■ **TASK ITEM**
In the output, include exactly the lines from the beginning of the records up to and including the one that contains "content:''; width:20px; height:20px;", and leave out the pictures.

■ ■ ■

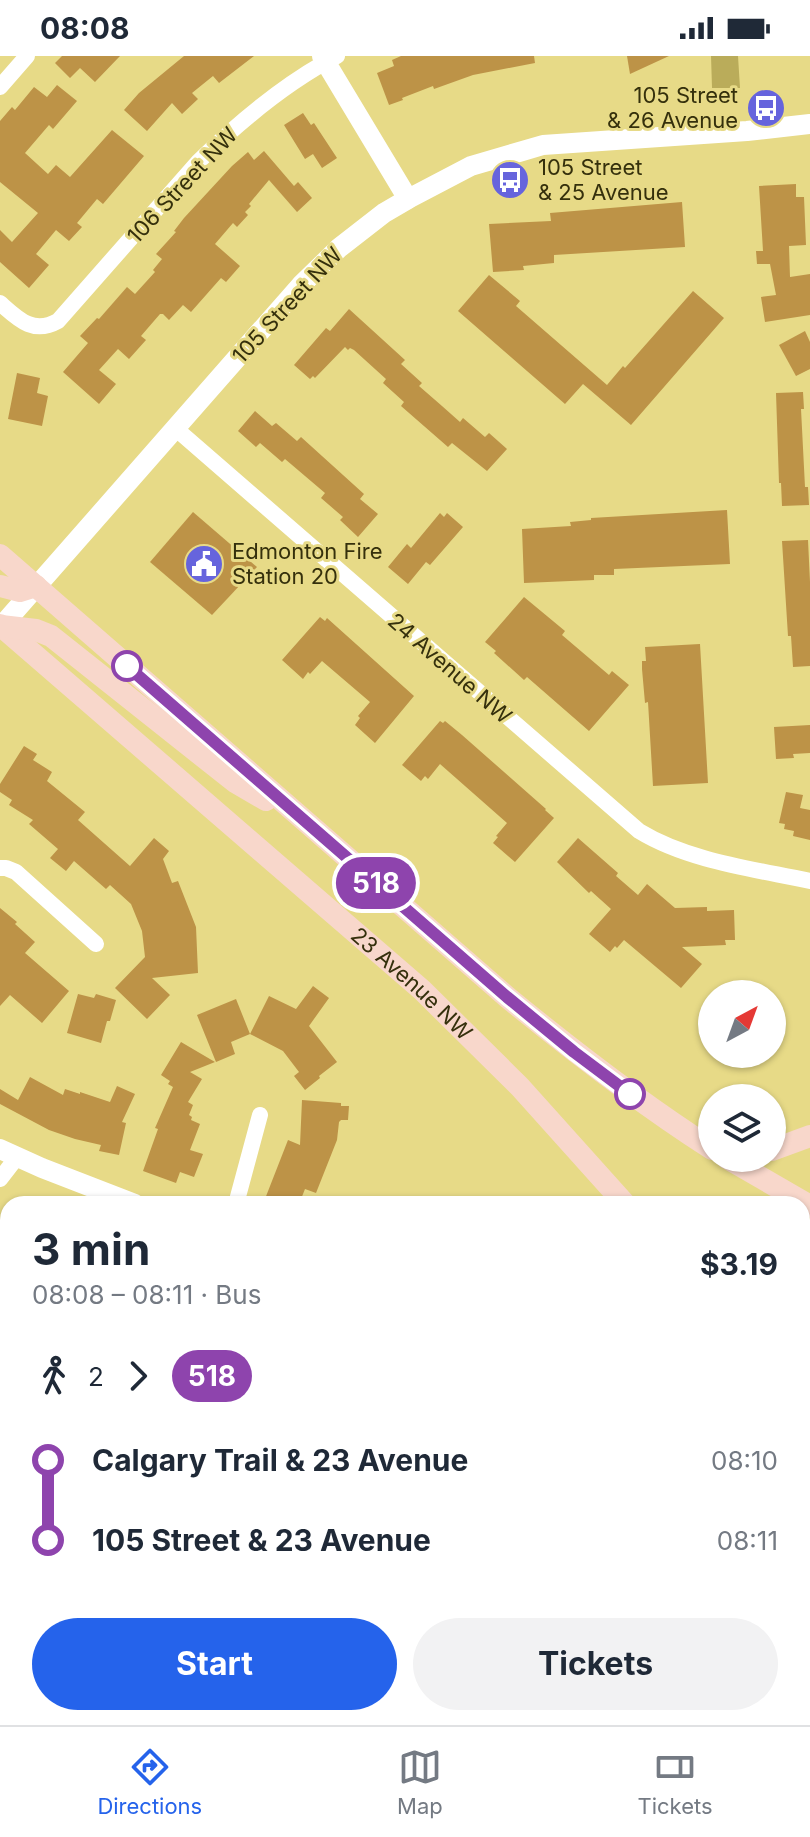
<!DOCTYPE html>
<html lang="en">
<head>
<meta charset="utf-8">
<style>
  :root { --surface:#fff; --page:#f2f2f3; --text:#1f2937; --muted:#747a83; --line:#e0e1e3; --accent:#2563eb }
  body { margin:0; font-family:Inter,sans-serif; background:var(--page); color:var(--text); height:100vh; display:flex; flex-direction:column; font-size:30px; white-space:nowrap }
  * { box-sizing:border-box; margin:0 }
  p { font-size:26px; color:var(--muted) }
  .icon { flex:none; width:44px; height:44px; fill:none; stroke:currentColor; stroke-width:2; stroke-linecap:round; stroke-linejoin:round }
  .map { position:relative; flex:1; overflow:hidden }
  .sheet { position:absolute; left:0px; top:1140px; width:810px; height:530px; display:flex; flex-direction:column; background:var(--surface); border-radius:24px 24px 0 0; box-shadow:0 2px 6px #0004 }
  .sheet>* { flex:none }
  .badge { padding:0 16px; border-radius:26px; font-size:28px; line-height:52px }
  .needle { width:52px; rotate:41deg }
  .tools { position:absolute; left:698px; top:924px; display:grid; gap:16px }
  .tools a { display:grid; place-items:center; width:88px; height:88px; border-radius:50%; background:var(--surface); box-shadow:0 2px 6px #0004; font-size:40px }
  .map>.badge { position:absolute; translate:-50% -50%; box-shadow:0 0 0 4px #fff }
  .legs { display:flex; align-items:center; gap:12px; height:88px; padding:0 32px; font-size:26px }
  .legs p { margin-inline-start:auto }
  .overview { display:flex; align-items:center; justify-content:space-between; height:136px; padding:0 32px }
  h1 { font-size:44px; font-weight:700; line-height:60px }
  .cta { display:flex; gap:16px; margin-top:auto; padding:16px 32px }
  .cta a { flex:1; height:92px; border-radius:48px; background:var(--accent); color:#fff; font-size:32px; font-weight:700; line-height:92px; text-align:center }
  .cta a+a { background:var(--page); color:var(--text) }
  ul { padding:0 32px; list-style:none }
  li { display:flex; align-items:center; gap:28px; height:80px; font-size:30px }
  li i { display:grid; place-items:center; width:12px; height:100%; margin:0 10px; background:currentColor }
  li i::after { content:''; width:20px; height:20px; margin:-10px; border:6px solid; border-radius:50%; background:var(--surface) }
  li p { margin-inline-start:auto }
  li:first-child i { background:linear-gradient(#0000 50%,currentColor 0) }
  li:last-child i { background:linear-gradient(currentColor 50%,#0000 0) }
  .status { display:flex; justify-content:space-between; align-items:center; height:56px; padding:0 40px; background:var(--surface); direction:ltr }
  .status svg { height:22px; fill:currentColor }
  .tabs { display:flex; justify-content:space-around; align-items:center; height:112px; border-top:2px solid var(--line); background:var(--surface); font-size:22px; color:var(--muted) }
  .tabs a { display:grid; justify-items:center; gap:4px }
  .tabs .selected { color:var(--accent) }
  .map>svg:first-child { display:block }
  .green { fill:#baac5a }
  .building { fill:#bd9347 }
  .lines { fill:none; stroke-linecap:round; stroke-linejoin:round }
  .minor { stroke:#fff; stroke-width:16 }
  .tertiary { stroke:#fff; stroke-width:20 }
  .secondary { stroke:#f8d7cb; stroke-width:22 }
  .line-1-casing { stroke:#fff; stroke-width:18 }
  .line-1 { stroke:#8e44ad; stroke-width:12 }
  .stop-1-dot { fill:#fff; stroke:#8e44ad; stroke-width:4 }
  .labels { text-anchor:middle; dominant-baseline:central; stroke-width:6; stroke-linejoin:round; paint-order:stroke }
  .poi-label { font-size:22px; fill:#35300c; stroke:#e7da87; text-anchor:start }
  .street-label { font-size:22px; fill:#35300c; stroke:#e7da87 }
</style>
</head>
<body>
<div class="status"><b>08:08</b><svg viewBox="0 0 49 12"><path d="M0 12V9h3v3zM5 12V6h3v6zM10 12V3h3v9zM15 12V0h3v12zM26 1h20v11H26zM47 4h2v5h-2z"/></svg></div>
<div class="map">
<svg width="810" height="1669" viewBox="0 0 810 1669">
  <rect width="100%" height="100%" fill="#e7da87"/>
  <polygon class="green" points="711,0 738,0 740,32 712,32"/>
  <g class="building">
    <polygon points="62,0 120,0 95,26 80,12 70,22 55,7"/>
    <polygon points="184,0 254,0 219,27 213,20 192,37 198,43 182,58 172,47 147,75 124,54 139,37"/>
    <polygon points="401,0 534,0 535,7 473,19 434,33 433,30 402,42 403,44 389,49 377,17 394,10 392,4"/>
    <polygon points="627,0 669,0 630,18"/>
    <polygon points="57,29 77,45 53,73 49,69 25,97 48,118 56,109 70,121 112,74 144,100 103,148 97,143 77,167 82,171 69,185 56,174 36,198 49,209 29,232 0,206 0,174 12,186 38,157 0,126 0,65 12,51 15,54 34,31 47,41"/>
    <polygon points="303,57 311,69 314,67 337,102 322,112 313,98 305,103 284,69"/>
    <polygon points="264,95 294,130 298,126 312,142 297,156 269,124 249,148 251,150 245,156 248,159 237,171 233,167 215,188 240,210 226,226 221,222 191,256 183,249 169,264 163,258 160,258 141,280 146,284 129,303 118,293 99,314 116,328 99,348 63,316 88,287 80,280 97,262 99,263 127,231 135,238 155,216 153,214 162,203 156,198 176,176 174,175 184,162 232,110 248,96 254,104"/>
    <polygon points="796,128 796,141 804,141 806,189 789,190 790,221 810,218 810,259 765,266 761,241 776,239 770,208 757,208 756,195 763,195 759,130"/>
    <polygon points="682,146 685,191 554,199 554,207 523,210 524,214 493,216 489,168 551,165 550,157"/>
    <polygon points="489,219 520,245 516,250 607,329 623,310 625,312 693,235 724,262 631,369 583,328 565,348 458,255"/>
    <polygon points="349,253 405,304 401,308 422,327 419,330 442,350 460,366 463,362 485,381 489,377 507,393 487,415 452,387 448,391 401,350 404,346 383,327 386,323 354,294 350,292 348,294 345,291 315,322 313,320 310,323 294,309 326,272 330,275"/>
    <polygon points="805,275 810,286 810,313 796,320 779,289"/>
    <polygon points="17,317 40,322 37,337 48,340 42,370 8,363"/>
    <polygon points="803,336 804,353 801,353 805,431 808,431 809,449 782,450 781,427 779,427 776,337"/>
    <polygon points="255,355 272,370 276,367 297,385 301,381 364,438 360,443 378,458 358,481 340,464 343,461 321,442 325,437 285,403 282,406 260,387 256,391 238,375"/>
    <polygon points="727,454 730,508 614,513 614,519 594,519 594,524 524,527 522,473 571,470 570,466 591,464 591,462"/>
    <polygon points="193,456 257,511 212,559 150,506"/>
    <polygon points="440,457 444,461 447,457 463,471 430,509 426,506 408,528 388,511 407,488 411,492"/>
    <polygon points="808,484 810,526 810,610 793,611 791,580 788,580 782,485"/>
    <polygon points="524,541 565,575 562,579 609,619 612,615 629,629 589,675 527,621 524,624 494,597 496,595 485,586"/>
    <polygon points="320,561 325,565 327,562 414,640 375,687 355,669 360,662 358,660 370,646 322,605 310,618 308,616 303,623 282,604"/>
    <polygon points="700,588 708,727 653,730 648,646 645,647 642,613 642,605 646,605 645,591"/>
    <polygon points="440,665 443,667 445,665 462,679 546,753 545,754 554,762 515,806 493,787 498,781 496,780 507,767 440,708 428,723 425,720 421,725 402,709"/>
    <polygon points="810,669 810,697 793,698 794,702 776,703 774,671"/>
    <polygon points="24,690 37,698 33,704 52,716 47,725 85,756 78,764 130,810 154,782 169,795 163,803 172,827 178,825 196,871 198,917 152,922 170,939 147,963 115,932 145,901 142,875 131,848 110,829 106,833 74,805 66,815 50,802 58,793 29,768 33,764 9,749 12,744 0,736 0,728"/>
    <polygon points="786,736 803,739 800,752 810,754 810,784 793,780 794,775 784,773 785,768 779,767"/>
    <polygon points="578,782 618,817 616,820 638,839 647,828 675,852 707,851 707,855 734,854 735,884 725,884 726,889 682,891 702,908 681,932 624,884 617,892 615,890 610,896 589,878 611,853 591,835 589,837 557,806"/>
    <polygon points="0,852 17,866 15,868 35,886 25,897 69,935 42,967 10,939 0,950"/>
    <polygon points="313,930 329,942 309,970 337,1006 319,1020 320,1022 305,1034 294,1020 299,1016 283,995 250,978 231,986 235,998 216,1006 197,959 236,943 250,978 269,940 296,953"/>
    <polygon points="78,938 94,942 96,938 116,944 110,965 107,965 101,987 67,977"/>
    <polygon points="181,986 215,1006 190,1016 202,1023 188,1046 193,1049 189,1059 192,1061 191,1064 200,1068 190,1094 203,1098 194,1121 180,1116 176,1127 143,1115 158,1073 155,1072 173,1031 168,1028 170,1025 161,1019"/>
    <polygon points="30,1021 63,1039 65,1033 80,1038 80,1036 110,1046 117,1030 135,1038 122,1066 126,1067 119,1099 99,1095 101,1089 75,1083 49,1074 0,1048 0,1033 18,1044"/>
    <polygon points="302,1044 341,1047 341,1050 349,1050 348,1064 341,1064 339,1066 337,1084 316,1137 305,1133 299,1148 263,1148 288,1084 300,1089"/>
  </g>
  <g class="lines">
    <g class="minor">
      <polyline points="0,31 27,0"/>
      <path d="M 0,247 C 18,263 33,279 58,265 L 198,106 C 239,66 285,27 337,0"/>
      <path d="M 175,372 L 639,775 C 688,805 754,813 810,825"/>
      <polyline points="0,812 6,812 16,816 96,888"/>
      <polyline points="0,1123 17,1101"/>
      <polyline points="236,1148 260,1059"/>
      <polyline points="64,1662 65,1669"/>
    </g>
    <g class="tertiary">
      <polyline points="322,0 408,143"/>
      <polyline points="0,572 301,229 339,192 384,157 408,143 471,110 543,89 747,75 810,68"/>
      <polyline points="0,1093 42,1112 135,1148"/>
      <polyline points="437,1669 439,1662"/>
    </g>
    <g class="secondary">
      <path d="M 0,499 L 507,941 C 573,995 640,1047 712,1093"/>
      <polyline points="0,530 20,535 36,530"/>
      <path id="s1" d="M 0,569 L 422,934 L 520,1031 L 625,1148"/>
      <polyline points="1,570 36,574 51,580 235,726 266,744"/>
      <polyline points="772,1094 810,1080"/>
      <polyline points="727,1102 810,1150"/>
      <polyline points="802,1351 810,1360"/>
    </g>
  </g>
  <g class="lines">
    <defs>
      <polyline id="line-1" points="127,610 507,941 574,996 630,1038"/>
    </defs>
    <use href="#line-1" class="line-1-casing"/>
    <use href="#line-1" class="line-1"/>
  </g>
  <defs>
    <symbol id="bus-disc" viewBox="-11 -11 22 22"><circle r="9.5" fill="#6664dd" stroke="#e7da87"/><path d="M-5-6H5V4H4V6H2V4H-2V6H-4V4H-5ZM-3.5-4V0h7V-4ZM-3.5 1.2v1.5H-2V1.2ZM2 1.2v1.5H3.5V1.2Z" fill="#fff"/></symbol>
    <symbol id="civic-disc" viewBox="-11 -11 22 22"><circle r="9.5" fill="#6664dd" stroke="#e7da87"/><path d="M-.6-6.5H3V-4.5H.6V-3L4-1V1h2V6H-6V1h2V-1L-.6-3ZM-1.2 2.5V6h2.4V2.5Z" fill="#fff"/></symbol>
  </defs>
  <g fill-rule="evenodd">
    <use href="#bus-disc" x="744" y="30" width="44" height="44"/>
    <use href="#bus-disc" x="488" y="102" width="44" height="44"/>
    <use href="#civic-disc" x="182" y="486" width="44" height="44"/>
  </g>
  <g class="stop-1-dot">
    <circle cx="127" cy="610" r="14"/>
    <circle cx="630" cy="1038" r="14"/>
  </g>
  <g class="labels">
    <g class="poi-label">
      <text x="738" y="39" text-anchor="end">105 Street<tspan x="738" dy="25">&amp; 26 Avenue</tspan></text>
      <text x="538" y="111">105 Street<tspan x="538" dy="25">&amp; 25 Avenue</tspan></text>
      <text x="232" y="495">Edmonton Fire<tspan x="232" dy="25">Station 20</tspan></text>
    </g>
    <g class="street-label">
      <text transform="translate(182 129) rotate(-47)">106 Street NW</text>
      <text transform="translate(287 249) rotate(-47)">105 Street NW</text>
      <text transform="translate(450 612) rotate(41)">24 Avenue NW</text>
      <text stroke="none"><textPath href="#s1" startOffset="546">23 Avenue NW</textPath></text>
    </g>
  </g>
</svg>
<div class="tools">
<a><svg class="needle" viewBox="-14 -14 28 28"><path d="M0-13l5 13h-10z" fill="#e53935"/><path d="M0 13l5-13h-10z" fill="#747a83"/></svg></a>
<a><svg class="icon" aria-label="layers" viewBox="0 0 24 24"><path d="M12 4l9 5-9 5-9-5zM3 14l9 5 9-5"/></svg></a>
</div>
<b class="badge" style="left:376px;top:827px;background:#8e44ad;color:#fff">518</b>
<section class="sheet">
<div class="overview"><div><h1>3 min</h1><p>08:08 – 08:11 · Bus</p></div><b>$3.19</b></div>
<div class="legs"><svg class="icon" aria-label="walk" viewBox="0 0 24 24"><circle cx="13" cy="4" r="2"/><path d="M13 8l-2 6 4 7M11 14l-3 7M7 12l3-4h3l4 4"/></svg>2<svg class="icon" aria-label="forward" viewBox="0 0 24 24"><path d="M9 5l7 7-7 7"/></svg><b class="badge" style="background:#8e44ad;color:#fff">518</b></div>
<ul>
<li><i style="color:#8e44ad"></i><b>Calgary Trail &amp; 23 Avenue</b><p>08:10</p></li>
<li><i style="color:#8e44ad"></i><b>105 Street &amp; 23 Avenue</b><p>08:11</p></li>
</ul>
<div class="cta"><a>Start</a><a>Tickets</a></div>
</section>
</div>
<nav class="tabs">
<a class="selected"><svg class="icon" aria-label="directions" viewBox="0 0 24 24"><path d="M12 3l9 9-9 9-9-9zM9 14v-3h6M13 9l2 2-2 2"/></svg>Directions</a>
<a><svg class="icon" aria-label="map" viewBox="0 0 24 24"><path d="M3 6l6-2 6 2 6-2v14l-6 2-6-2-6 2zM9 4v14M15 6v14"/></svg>Map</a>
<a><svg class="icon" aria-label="tickets" viewBox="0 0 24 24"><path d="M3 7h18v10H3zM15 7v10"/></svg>Tickets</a>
</nav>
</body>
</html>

■ ■ ■

■ **SOLVED EXERCISE**
<!DOCTYPE html>
<html lang="en">
<head>
<meta charset="utf-8">
<style>
  :root { --surface:#fff; --page:#f2f2f3; --text:#1f2937; --muted:#747a83; --line:#e0e1e3; --accent:#2563eb }
  body { margin:0; font-family:Inter,sans-serif; background:var(--page); color:var(--text); height:100vh; display:flex; flex-direction:column; font-size:30px; white-space:nowrap }
  * { box-sizing:border-box; margin:0 }
  p { font-size:26px; color:var(--muted) }
  .icon { flex:none; width:44px; height:44px; fill:none; stroke:currentColor; stroke-width:2; stroke-linecap:round; stroke-linejoin:round }
  .map { position:relative; flex:1; overflow:hidden }
  .sheet { position:absolute; left:0px; top:1140px; width:810px; height:530px; display:flex; flex-direction:column; background:var(--surface); border-radius:24px 24px 0 0; box-shadow:0 2px 6px #0004 }
  .sheet>* { flex:none }
  .badge { padding:0 16px; border-radius:26px; font-size:28px; line-height:52px }
  .needle { width:52px; rotate:41deg }
  .tools { position:absolute; left:698px; top:924px; display:grid; gap:16px }
  .tools a { display:grid; place-items:center; width:88px; height:88px; border-radius:50%; background:var(--surface); box-shadow:0 2px 6px #0004; font-size:40px }
  .map>.badge { position:absolute; translate:-50% -50%; box-shadow:0 0 0 4px #fff }
  .legs { display:flex; align-items:center; gap:12px; height:88px; padding:0 32px; font-size:26px }
  .legs p { margin-inline-start:auto }
  .overview { display:flex; align-items:center; justify-content:space-between; height:136px; padding:0 32px }
  h1 { font-size:44px; font-weight:700; line-height:60px }
  .cta { display:flex; gap:16px; margin-top:auto; padding:16px 32px }
  .cta a { flex:1; height:92px; border-radius:48px; background:var(--accent); color:#fff; font-size:32px; font-weight:700; line-height:92px; text-align:center }
  .cta a+a { background:var(--page); color:var(--text) }
  ul { padding:0 32px; list-style:none }
  li { display:flex; align-items:center; gap:28px; height:80px; font-size:30px }
  li i { display:grid; place-items:center; width:12px; height:100%; margin:0 10px; background:currentColor }
  li i::after { content:''; width:20px; height:20px; margin:-10px; border:6px solid; border-radius:50%; background:var(--surface) }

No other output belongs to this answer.